▸ **TASK DESCRIPTION**
Identify every line in the records below that contains the word "JSON", and reproduce each one.

▸ **PROVIDED RECORDS**

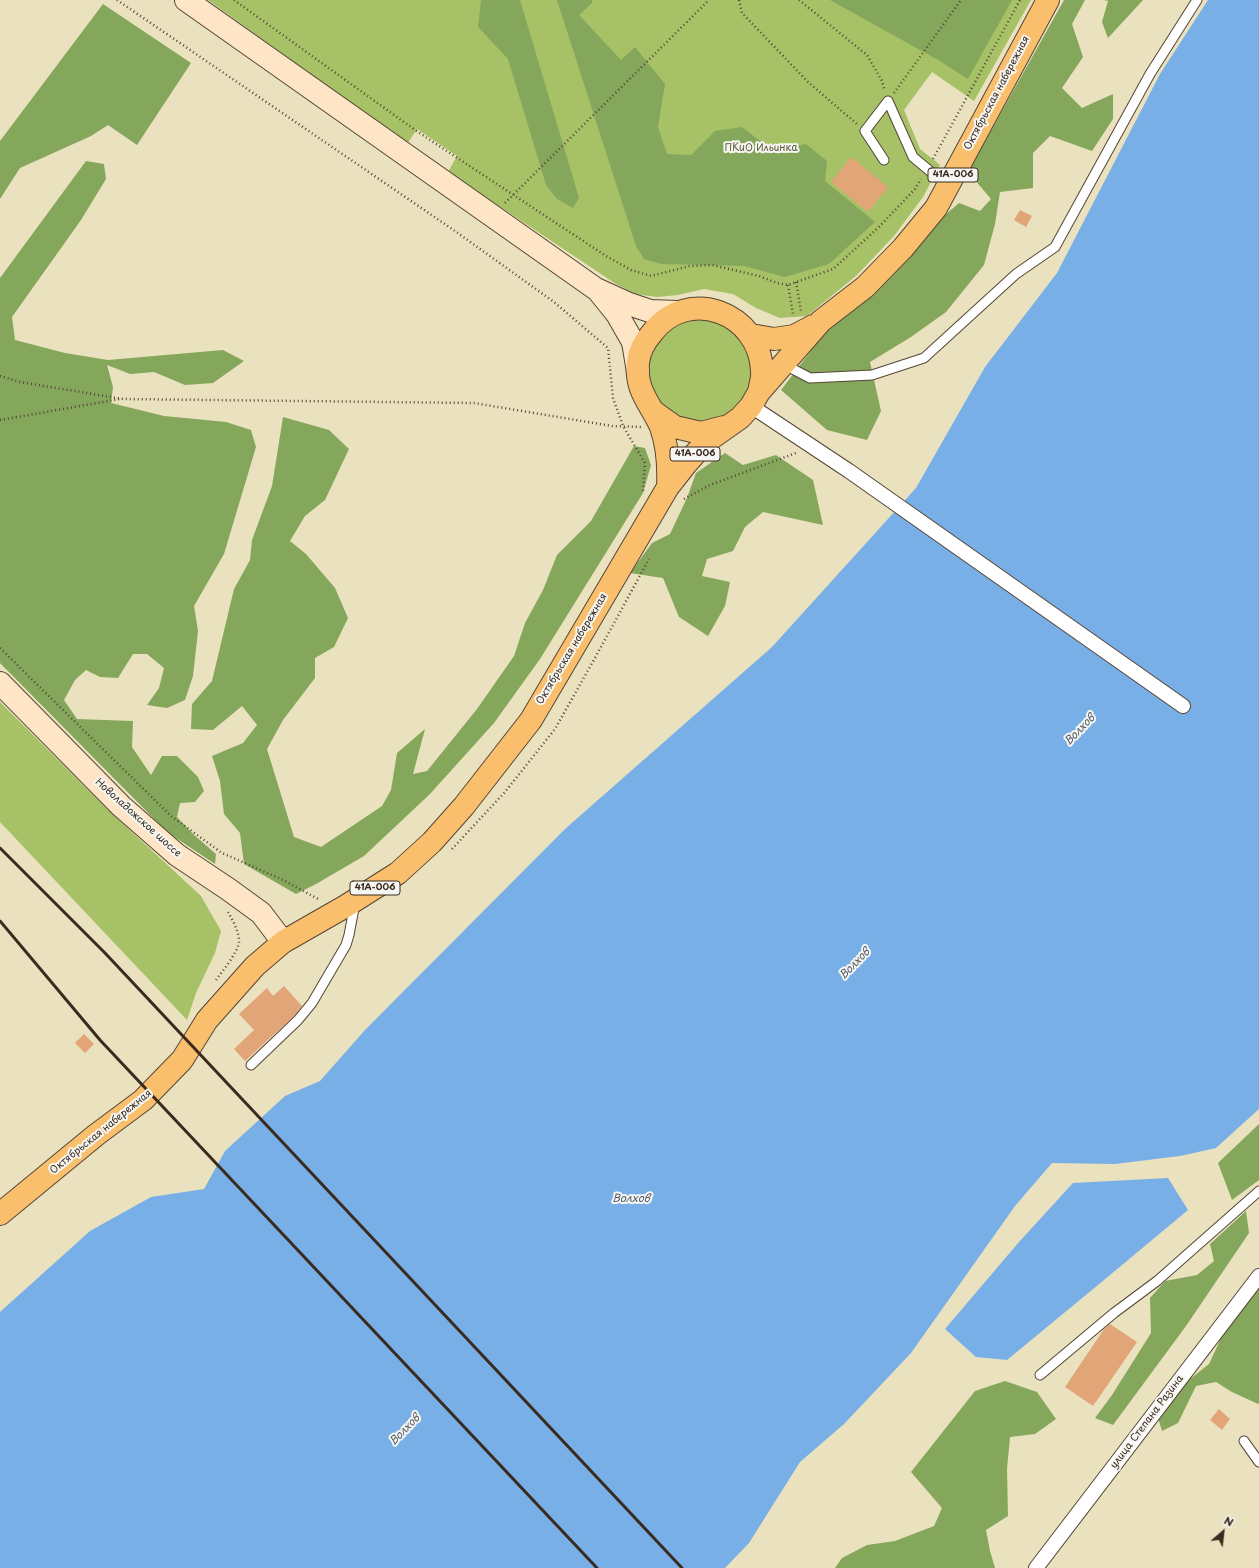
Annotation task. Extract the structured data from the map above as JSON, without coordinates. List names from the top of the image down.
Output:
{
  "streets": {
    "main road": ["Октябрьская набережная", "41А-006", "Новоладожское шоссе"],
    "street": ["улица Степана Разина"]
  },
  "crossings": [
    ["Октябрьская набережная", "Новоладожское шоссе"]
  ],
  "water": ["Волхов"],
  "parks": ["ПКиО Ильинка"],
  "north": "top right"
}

--

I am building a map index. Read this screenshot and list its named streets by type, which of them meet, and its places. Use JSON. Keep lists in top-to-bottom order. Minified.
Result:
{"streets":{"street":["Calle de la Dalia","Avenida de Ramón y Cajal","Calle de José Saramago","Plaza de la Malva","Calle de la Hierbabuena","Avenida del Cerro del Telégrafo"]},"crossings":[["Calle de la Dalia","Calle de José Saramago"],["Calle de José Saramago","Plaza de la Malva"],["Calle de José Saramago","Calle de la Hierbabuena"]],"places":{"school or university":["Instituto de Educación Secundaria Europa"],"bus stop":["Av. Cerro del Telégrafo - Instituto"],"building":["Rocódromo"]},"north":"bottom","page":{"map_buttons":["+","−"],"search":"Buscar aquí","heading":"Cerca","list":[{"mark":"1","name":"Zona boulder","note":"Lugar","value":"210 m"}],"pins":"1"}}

▸ **RESPONSE TO THIS EXERCISE**
Annotation task. Extract the structured data from the map above as JSON, without coordinates. List names from the top of the image down.
I am building a map index. Read this screenshot and list its named streets by type, which of them meet, and its places. Use JSON. Keep lists in top-to-bottom order. Minified.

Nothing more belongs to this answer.